There was a reason that Wanda and Pietro being Jewish was brought up in the previous paragraph. The team at Marvel decided to have the characters introduced as superpowered agents of Hydra, the previously mentioned Nazi group that's "Totally not Nazis; that was just a phase, I swear you guys. We're an inclusive brand of evil now."
Instead of literally doing anything else, the decision was to erase Wanda and Pietro's Jewish-Romani heritage and make them from Sokovia, a country that doesn't even exist. That explains why the nation's main export is on-again, off-again Eastern European accents. Oh, and they further rewrote their origin by having them volunteer for Hydra experiments to give them superpowers.
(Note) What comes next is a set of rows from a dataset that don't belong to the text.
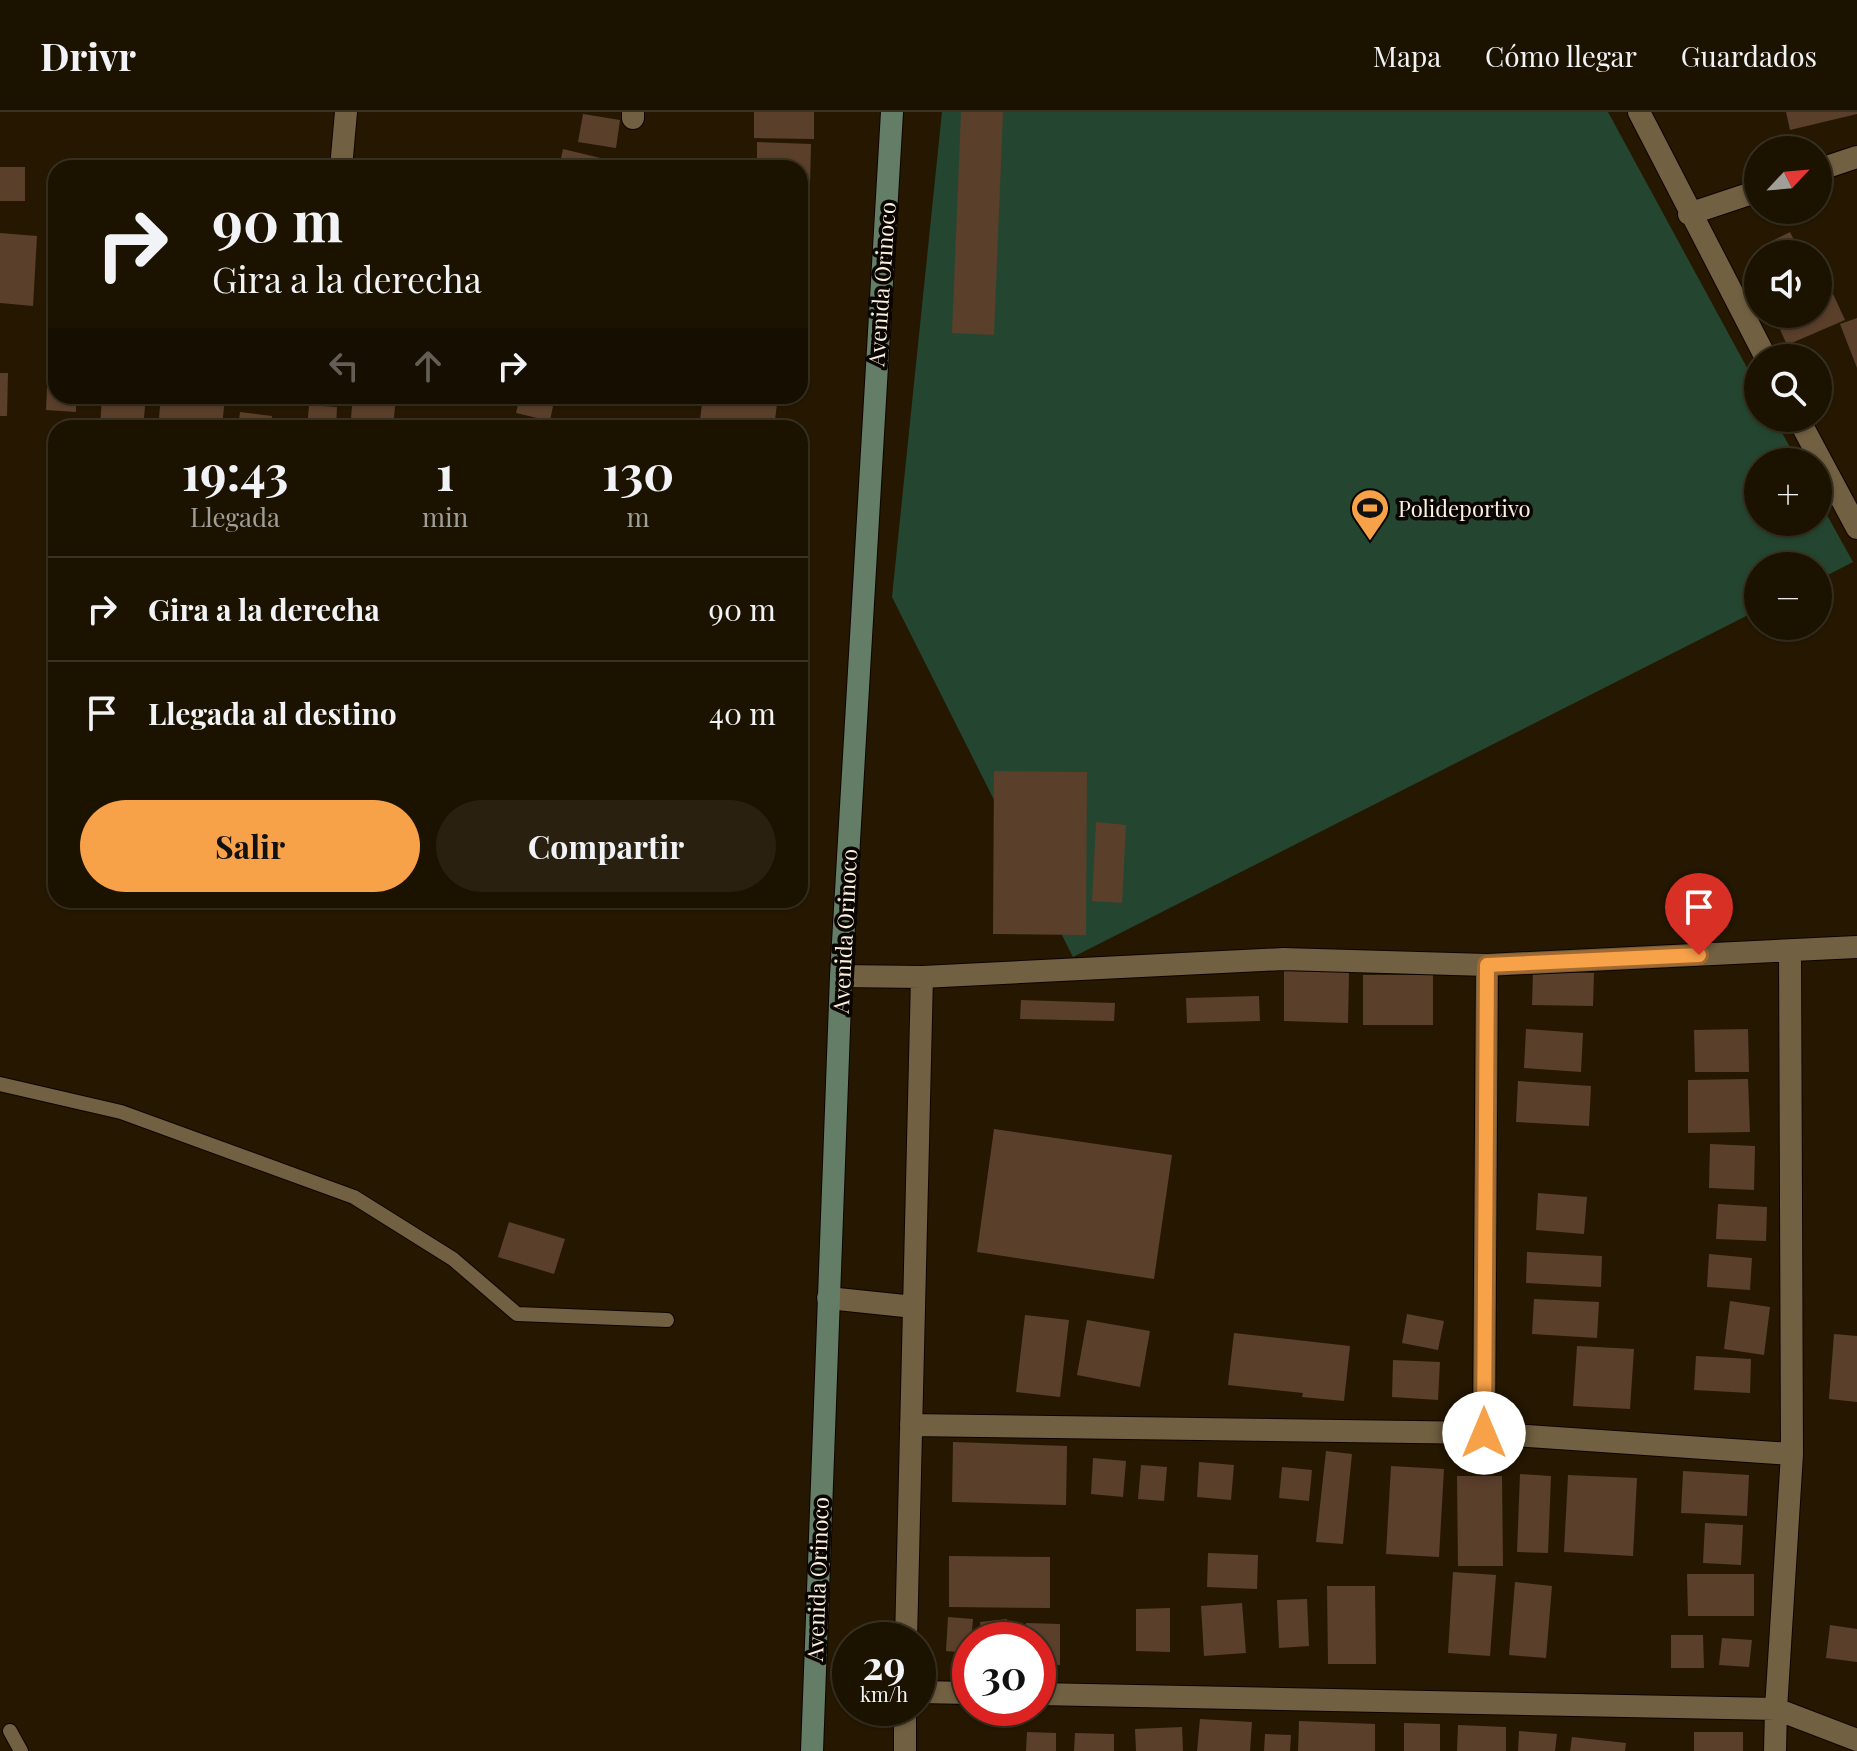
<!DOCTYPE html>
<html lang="es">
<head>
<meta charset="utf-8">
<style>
	body { margin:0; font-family:"Playfair Display",serif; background:#29200f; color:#f1f3f6; height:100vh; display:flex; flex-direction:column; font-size:30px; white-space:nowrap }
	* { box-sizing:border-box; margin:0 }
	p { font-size:26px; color:#a09e99 }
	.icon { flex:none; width:44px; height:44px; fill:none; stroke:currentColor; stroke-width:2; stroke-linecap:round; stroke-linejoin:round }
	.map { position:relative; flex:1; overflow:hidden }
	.sheet { position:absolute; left:48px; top:308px; width:760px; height:488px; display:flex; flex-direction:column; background:#1c1200; border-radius:24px; box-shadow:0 2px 6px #0004,0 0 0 2px #3a3222 }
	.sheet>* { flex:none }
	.top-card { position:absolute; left:48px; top:48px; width:760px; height:244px; border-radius:24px; box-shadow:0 2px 6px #0004,0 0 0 2px #3a3222; background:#1c1200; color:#f1f3f6; overflow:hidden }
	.needle { width:52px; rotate:64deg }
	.fabs { position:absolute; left:1744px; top:24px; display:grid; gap:16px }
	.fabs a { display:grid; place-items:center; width:88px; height:88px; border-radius:50%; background:#1c1200; box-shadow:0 2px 6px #0004,0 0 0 2px #3a3222; font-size:40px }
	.speed { position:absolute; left:832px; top:1510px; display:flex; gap:16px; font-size:40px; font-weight:700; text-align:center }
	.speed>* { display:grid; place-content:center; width:104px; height:104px; border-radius:50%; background:#1c1200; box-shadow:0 2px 6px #0004,0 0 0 2px #3a3222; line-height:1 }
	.speed small { font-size:20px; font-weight:400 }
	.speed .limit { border:12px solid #d22; background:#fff; color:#111 }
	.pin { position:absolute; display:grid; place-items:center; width:68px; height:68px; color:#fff; margin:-82px -34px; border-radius:50% 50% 50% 0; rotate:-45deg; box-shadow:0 0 8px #0007 }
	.pin .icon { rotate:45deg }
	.me { position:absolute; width:88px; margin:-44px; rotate:0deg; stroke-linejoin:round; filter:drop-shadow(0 0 6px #0008) }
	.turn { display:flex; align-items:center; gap:28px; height:168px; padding:0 32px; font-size:36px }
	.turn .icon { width:104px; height:104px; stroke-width:2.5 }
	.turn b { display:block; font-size:56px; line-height:68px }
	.lanes { display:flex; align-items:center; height:76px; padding:0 32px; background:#0003; justify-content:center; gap:40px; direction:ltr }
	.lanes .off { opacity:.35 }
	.eta { display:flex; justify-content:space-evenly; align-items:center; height:136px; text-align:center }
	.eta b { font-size:48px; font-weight:700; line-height:56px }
	.cta { display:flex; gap:16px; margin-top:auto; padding:16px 32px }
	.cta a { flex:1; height:92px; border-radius:48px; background:#f7a149; color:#111; font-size:32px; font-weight:700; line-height:92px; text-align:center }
	.cta a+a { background:#29200f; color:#f1f3f6 }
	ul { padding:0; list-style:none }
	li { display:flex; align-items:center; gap:24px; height:104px; padding:0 32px; border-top:2px solid #3a3222 }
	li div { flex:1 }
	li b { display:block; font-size:30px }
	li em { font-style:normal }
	header { display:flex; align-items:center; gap:48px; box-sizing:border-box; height:112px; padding:0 40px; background:#1c1200; border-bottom:2px solid #3a3222 }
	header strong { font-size:38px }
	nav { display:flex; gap:44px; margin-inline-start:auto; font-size:28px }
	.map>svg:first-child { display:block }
</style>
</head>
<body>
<header>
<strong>Drivr</strong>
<nav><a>Mapa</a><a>Cómo llegar</a><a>Guardados</a></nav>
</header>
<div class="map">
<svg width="1857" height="1639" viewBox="0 0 1857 1639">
	<rect width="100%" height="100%" fill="#261800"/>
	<path fill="#244630" d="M942,0H1608L1758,276V306H1774L1798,350H1758V410H1818V387L1853,450L1818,468V454H1758V498L1073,845L892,485Z"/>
	<path fill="#5a3f2b" d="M754,0H814V27L754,26Z
		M961,0H1003L994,223L952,221Z
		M1786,0H1857V2L1790,18Z
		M583,2L620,8L616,36L578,30Z
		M757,30L811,32L810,75H800V56H757Z
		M563,37L613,49L612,56H559Z
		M0,55H25V89H0Z
		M1790,120L1801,142H1766L1762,134Z
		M0,121L37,124L33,194L0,191Z
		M1823,160L1845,208L1787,233L1773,202H1818V162Z
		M1857,206V256L1840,212Z
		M48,251H56V284H76V300L46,298Z
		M0,261H8L7,304H0Z
		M102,284H146L143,316H100Z
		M161,284H225L222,316H158Z
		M353,284H396L393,316H350Z
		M520,284H555L550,309L516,301Z
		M703,284H778L774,316L700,308Z
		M309,293L337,295L336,316H307Z
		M240,300L272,304L271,316H238Z
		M994,659L1087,660L1086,823L993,822Z
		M1096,710L1126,713L1122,791L1092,789Z
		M1284,859L1349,860L1348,911L1284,909Z
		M1533,859L1594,861L1593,894L1532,893Z
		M1363,863H1433V913H1363Z
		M1259,884L1260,909L1187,911L1186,886Z
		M1021,888L1115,891L1114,909L1020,907Z
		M1526,917L1583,921L1581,960L1524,956Z
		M1748,917L1749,960H1695L1694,918Z
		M1748,967L1750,1020L1688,1021V968Z
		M1518,969L1591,974L1589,1014L1516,1010Z
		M994,1017L1172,1043L1154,1167L977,1140Z
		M1710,1032L1755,1034L1754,1078L1709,1076Z
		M1538,1081L1587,1085L1584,1122L1536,1118Z
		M1718,1092L1767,1095L1766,1129L1716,1127Z
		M509,1110L565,1127L554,1162L498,1145Z
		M1527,1140L1602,1144L1601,1175L1526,1171Z
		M1709,1142L1752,1146L1750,1178L1707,1175Z
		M1534,1187L1599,1190L1597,1226L1532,1222Z
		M1730,1189L1770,1195L1764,1243L1724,1237Z
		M1407,1202L1444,1209L1438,1238L1402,1231Z
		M1025,1203L1069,1208L1060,1285L1016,1280Z
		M1087,1208L1150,1219L1140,1275L1077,1263Z
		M1234,1221L1350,1234L1344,1289L1302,1285L1303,1281L1228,1273Z
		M1834,1222L1857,1224V1290L1829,1287Z
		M1577,1234L1634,1237L1630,1297L1573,1294Z
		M1696,1244L1751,1247L1750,1281L1694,1278Z
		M1393,1248L1440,1250L1438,1288L1392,1285Z
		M953,1330L1067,1334L1066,1393L952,1390Z
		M1326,1339L1352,1342L1343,1432L1316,1430Z
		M1093,1346L1126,1349L1123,1385L1091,1382Z
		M1199,1350L1234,1353L1231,1388L1197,1385Z
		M1141,1353L1167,1355L1164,1389L1138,1387Z
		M1391,1354L1444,1357L1439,1445L1386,1442Z
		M1282,1355L1312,1358L1309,1389L1279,1386Z
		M1683,1359L1749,1363L1747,1404L1681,1401Z
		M1520,1362L1551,1364L1548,1441L1517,1440Z
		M1568,1363L1637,1366L1633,1444L1564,1440Z
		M1457,1364H1502L1503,1454H1458Z
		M1705,1411L1743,1413L1741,1453L1703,1451Z
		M1208,1441L1258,1443L1257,1477L1207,1475Z
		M949,1444L1050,1445V1496L949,1495Z
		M1453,1460L1496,1463L1490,1544L1448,1541Z
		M1687,1462H1754V1504H1688Z
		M1515,1470L1552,1474L1546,1546L1509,1543Z
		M1327,1474H1375L1376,1552H1328Z
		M1307,1487L1309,1534L1279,1536L1277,1488Z
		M1242,1491L1246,1541L1204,1544L1201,1494Z
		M1170,1496V1540L1136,1539V1497Z
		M948,1505L973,1507L970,1541L946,1539Z
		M1007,1507L1009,1528H982L980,1510Z
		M1026,1511L1060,1512V1553H1038V1528H1026Z
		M1830,1513L1857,1517V1550L1826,1546Z
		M1671,1523H1703L1704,1556H1671Z
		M1722,1526L1752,1528L1749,1555L1719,1553Z
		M1200,1607L1252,1610L1250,1639H1197Z
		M1299,1609L1375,1612V1639H1298Z
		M1404,1611L1440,1612V1639H1404Z
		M1458,1613L1506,1615V1639H1457Z
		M1182,1615L1183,1639H1136L1135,1617Z
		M1519,1619L1557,1622L1555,1639H1518Z
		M1027,1620L1056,1621V1639H1026Z
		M1694,1620H1743V1639H1694Z
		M1075,1621L1114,1622V1639H1074Z
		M1265,1622L1291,1623L1290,1639H1264Z
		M1572,1625L1626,1631L1625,1639H1570Z"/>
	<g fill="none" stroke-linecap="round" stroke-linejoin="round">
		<g stroke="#0f0300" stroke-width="16">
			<path id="service" d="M0,972L121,1000L354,1085L453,1147L517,1202L667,1208
				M10,1619L21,1639"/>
		</g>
		<g stroke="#0f0300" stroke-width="24">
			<path id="minor" d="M1639,0L1766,246
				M633,6V0
				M341,56L346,0
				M1818,58L1857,45
				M1689,102L1758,79
				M1798,306L1857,416
				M841,864L922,865L1283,847L1487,853L1857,835
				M828,1186L914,1195
				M911,1313L1484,1321L1792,1342
				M1484,1321L1487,853
				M906,1528L922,865
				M918,1580L970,1581
				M1038,1582L1776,1597L1857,1628
				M905,1639V1596
				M1775,1639L1776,1597L1792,1342L1790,839"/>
		</g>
		<g stroke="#0f0300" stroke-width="24">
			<path id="secondary" d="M812,1639L841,864L892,0"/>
		</g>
		<use href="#service" stroke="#716041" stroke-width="14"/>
		<use href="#minor" stroke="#716041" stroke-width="22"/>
		<use href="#secondary" stroke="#637d66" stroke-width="22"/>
	</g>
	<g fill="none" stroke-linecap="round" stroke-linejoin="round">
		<g stroke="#a1692f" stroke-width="20">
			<path id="route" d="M1484,1321L1487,853L1699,843"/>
		</g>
		<use href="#route" stroke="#f7a149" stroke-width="14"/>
	</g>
	<defs>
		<g id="stadium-pin" transform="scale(2)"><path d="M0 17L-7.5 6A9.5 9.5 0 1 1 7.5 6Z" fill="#f7a149" stroke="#0a0500"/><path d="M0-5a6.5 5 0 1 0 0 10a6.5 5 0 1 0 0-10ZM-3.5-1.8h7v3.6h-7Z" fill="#111"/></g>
	</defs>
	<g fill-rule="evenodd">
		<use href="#stadium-pin" x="1370" y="396"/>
	</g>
	<g text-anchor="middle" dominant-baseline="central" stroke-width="7" stroke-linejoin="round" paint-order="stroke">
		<g font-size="22" fill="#f9f0de" stroke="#0a0500">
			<text transform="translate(881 172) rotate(-86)">Avenida Orinoco</text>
			<text transform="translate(844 819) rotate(-87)">Avenida Orinoco</text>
			<text transform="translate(817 1467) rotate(-88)">Avenida Orinoco</text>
		</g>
		<g font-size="22" fill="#f9f0de" stroke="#0a0500" text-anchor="start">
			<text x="1398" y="396">Polideportivo</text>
		</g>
	</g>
</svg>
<div class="fabs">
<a><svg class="needle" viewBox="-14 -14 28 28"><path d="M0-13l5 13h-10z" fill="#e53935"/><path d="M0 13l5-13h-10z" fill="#a09e99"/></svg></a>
<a><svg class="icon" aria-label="sound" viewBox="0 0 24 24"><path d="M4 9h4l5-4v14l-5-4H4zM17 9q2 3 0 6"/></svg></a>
<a><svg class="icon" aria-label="search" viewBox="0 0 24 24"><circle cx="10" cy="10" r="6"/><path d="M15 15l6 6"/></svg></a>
<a>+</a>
<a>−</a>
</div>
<div class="speed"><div>29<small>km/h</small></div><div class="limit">30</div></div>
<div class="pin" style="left:1699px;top:843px;background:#d93025"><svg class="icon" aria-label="arrive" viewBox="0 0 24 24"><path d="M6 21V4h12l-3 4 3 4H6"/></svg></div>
<svg class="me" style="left:1484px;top:1321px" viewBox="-20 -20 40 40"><circle r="19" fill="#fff"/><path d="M0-13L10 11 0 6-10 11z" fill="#f7a149"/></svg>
<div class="top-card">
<div class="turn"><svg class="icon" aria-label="right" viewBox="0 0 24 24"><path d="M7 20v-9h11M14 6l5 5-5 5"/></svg><div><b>90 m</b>Gira a la derecha</div></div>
<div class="lanes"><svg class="icon off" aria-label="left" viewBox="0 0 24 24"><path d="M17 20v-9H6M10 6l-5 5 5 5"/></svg><svg class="icon off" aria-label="ahead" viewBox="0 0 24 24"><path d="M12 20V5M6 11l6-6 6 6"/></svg><svg class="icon" aria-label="right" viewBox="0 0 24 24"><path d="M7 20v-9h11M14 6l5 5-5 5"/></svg></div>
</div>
<section class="sheet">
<div class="eta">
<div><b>19:43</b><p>Llegada</p></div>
<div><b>1</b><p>min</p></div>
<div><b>130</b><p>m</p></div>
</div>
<ul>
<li><svg class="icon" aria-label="right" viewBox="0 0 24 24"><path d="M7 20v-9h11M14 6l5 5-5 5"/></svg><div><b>Gira a la derecha</b></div><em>90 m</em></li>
<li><svg class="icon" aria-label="arrive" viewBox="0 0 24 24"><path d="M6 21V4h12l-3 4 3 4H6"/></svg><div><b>Llegada al destino</b></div><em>40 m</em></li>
</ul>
<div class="cta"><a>Salir</a><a>Compartir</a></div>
</section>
</div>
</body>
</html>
So instead of keeping the characters' original background, a background shared by a very ostracized, prejudiced, victimized, and struggling minority that could use positive representation on the big screen, and finding any other way to introduce the characters to the movies, Marvel decided to just make someplace up so their Not-Nazis can create them as ubermensch-- er, superpowered soldiers.
They could have just been Jewish-Romani kids that stumbled upon an Infinity Stone. Or got powers from a lost super-soldier formula attempt that they discovered. Or literally anything other than alluding to the real-life experimentation of Jewish people by Nazis. For some reason, that was Marvel Studios' final solu--er, narrative problem solver.